+++ Recorded information +++

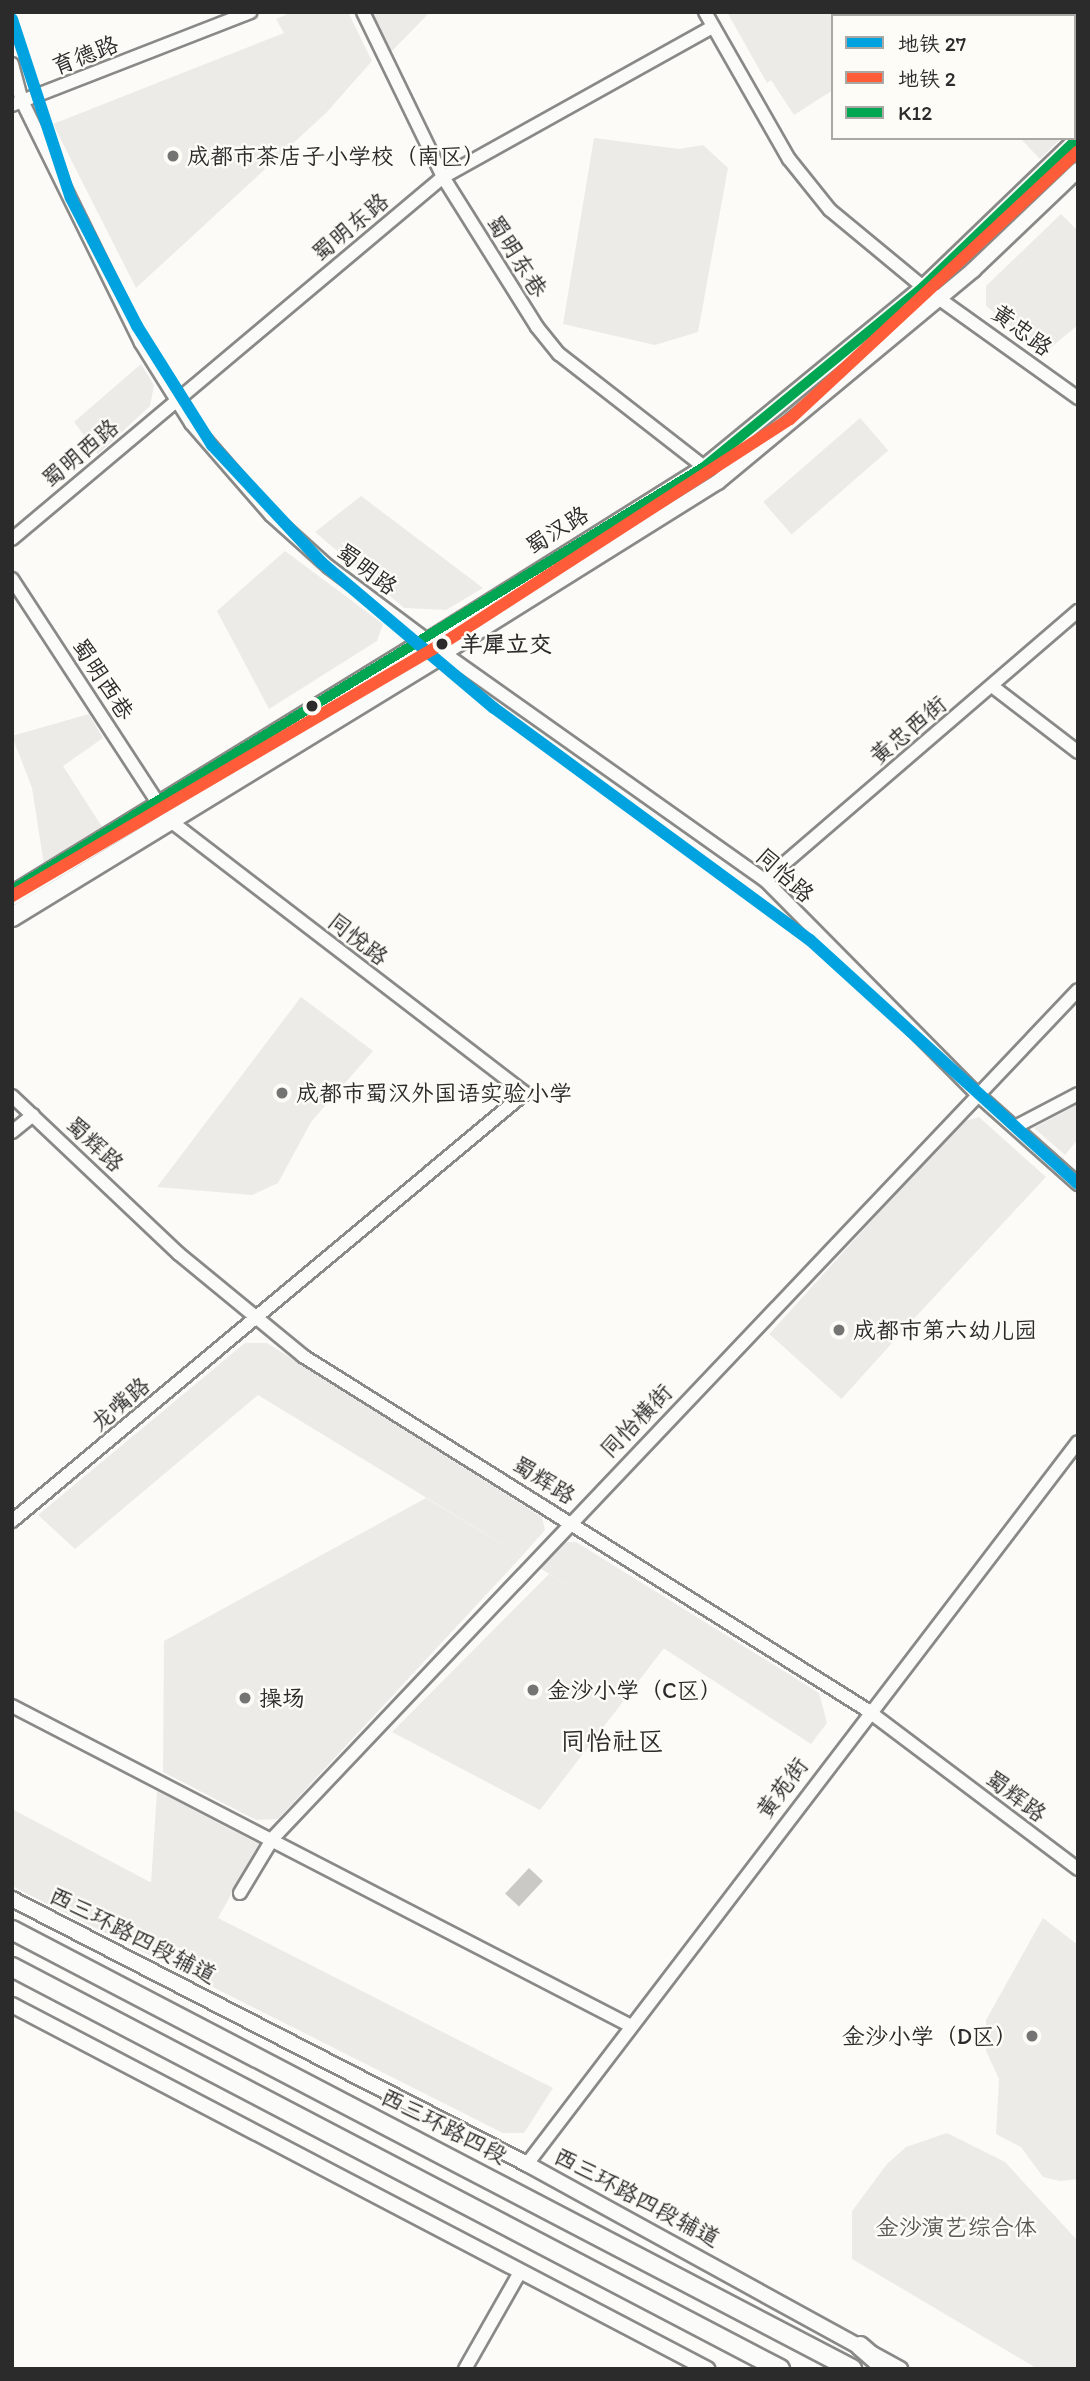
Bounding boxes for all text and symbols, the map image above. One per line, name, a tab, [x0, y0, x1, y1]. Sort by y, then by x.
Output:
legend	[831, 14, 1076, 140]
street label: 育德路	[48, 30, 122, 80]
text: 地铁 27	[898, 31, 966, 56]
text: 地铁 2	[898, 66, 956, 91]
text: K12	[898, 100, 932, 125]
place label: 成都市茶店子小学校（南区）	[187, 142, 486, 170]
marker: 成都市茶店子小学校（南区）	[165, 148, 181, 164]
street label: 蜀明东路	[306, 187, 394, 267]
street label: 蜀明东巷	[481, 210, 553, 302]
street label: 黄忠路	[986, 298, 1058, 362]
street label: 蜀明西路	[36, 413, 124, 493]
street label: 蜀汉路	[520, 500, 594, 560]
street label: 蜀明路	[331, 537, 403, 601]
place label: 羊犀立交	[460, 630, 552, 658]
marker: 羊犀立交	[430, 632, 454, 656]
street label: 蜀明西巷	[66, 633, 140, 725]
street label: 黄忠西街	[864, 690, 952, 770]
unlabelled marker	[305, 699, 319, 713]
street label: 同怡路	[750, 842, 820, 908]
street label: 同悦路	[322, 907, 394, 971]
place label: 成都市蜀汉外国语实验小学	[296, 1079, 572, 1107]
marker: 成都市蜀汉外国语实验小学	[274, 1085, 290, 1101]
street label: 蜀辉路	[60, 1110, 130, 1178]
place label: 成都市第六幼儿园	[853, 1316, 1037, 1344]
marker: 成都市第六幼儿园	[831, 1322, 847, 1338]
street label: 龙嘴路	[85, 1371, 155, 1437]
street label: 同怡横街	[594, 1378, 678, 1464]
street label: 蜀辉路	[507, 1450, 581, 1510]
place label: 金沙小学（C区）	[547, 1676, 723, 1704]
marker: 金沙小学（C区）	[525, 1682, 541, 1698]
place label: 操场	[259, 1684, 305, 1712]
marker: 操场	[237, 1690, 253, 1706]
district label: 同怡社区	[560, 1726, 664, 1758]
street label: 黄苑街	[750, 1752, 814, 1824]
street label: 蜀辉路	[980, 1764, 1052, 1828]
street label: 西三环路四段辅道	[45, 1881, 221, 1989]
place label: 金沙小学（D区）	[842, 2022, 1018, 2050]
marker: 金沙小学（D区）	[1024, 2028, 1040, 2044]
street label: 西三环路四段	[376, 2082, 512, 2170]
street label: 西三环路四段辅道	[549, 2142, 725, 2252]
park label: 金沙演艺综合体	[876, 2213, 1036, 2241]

+++

Write out every record above exactly as it stands, but leave out the pictures.

Bounding boxes for all text and symbols, the map image above. One per line, name, a tab, [x0, y0, x1, y1]. Sort by y, then by x.
Output:
legend	[831, 14, 1076, 140]
street label: 育德路	[48, 30, 122, 80]
text: 地铁 27	[898, 31, 966, 56]
text: 地铁 2	[898, 66, 956, 91]
text: K12	[898, 100, 932, 125]
place label: 成都市茶店子小学校（南区）	[187, 142, 486, 170]
marker: 成都市茶店子小学校（南区）	[165, 148, 181, 164]
street label: 蜀明东路	[306, 187, 394, 267]
street label: 蜀明东巷	[481, 210, 553, 302]
street label: 黄忠路	[986, 298, 1058, 362]
street label: 蜀明西路	[36, 413, 124, 493]
street label: 蜀汉路	[520, 500, 594, 560]
street label: 蜀明路	[331, 537, 403, 601]
place label: 羊犀立交	[460, 630, 552, 658]
marker: 羊犀立交	[430, 632, 454, 656]
street label: 蜀明西巷	[66, 633, 140, 725]
street label: 黄忠西街	[864, 690, 952, 770]
unlabelled marker	[305, 699, 319, 713]
street label: 同怡路	[750, 842, 820, 908]
street label: 同悦路	[322, 907, 394, 971]
place label: 成都市蜀汉外国语实验小学	[296, 1079, 572, 1107]
marker: 成都市蜀汉外国语实验小学	[274, 1085, 290, 1101]
street label: 蜀辉路	[60, 1110, 130, 1178]
place label: 成都市第六幼儿园	[853, 1316, 1037, 1344]
marker: 成都市第六幼儿园	[831, 1322, 847, 1338]
street label: 龙嘴路	[85, 1371, 155, 1437]
street label: 同怡横街	[594, 1378, 678, 1464]
street label: 蜀辉路	[507, 1450, 581, 1510]
place label: 金沙小学（C区）	[547, 1676, 723, 1704]
marker: 金沙小学（C区）	[525, 1682, 541, 1698]
place label: 操场	[259, 1684, 305, 1712]
marker: 操场	[237, 1690, 253, 1706]
district label: 同怡社区	[560, 1726, 664, 1758]
street label: 黄苑街	[750, 1752, 814, 1824]
street label: 蜀辉路	[980, 1764, 1052, 1828]
street label: 西三环路四段辅道	[45, 1881, 221, 1989]
place label: 金沙小学（D区）	[842, 2022, 1018, 2050]
marker: 金沙小学（D区）	[1024, 2028, 1040, 2044]
street label: 西三环路四段	[376, 2082, 512, 2170]
street label: 西三环路四段辅道	[549, 2142, 725, 2252]
park label: 金沙演艺综合体	[876, 2213, 1036, 2241]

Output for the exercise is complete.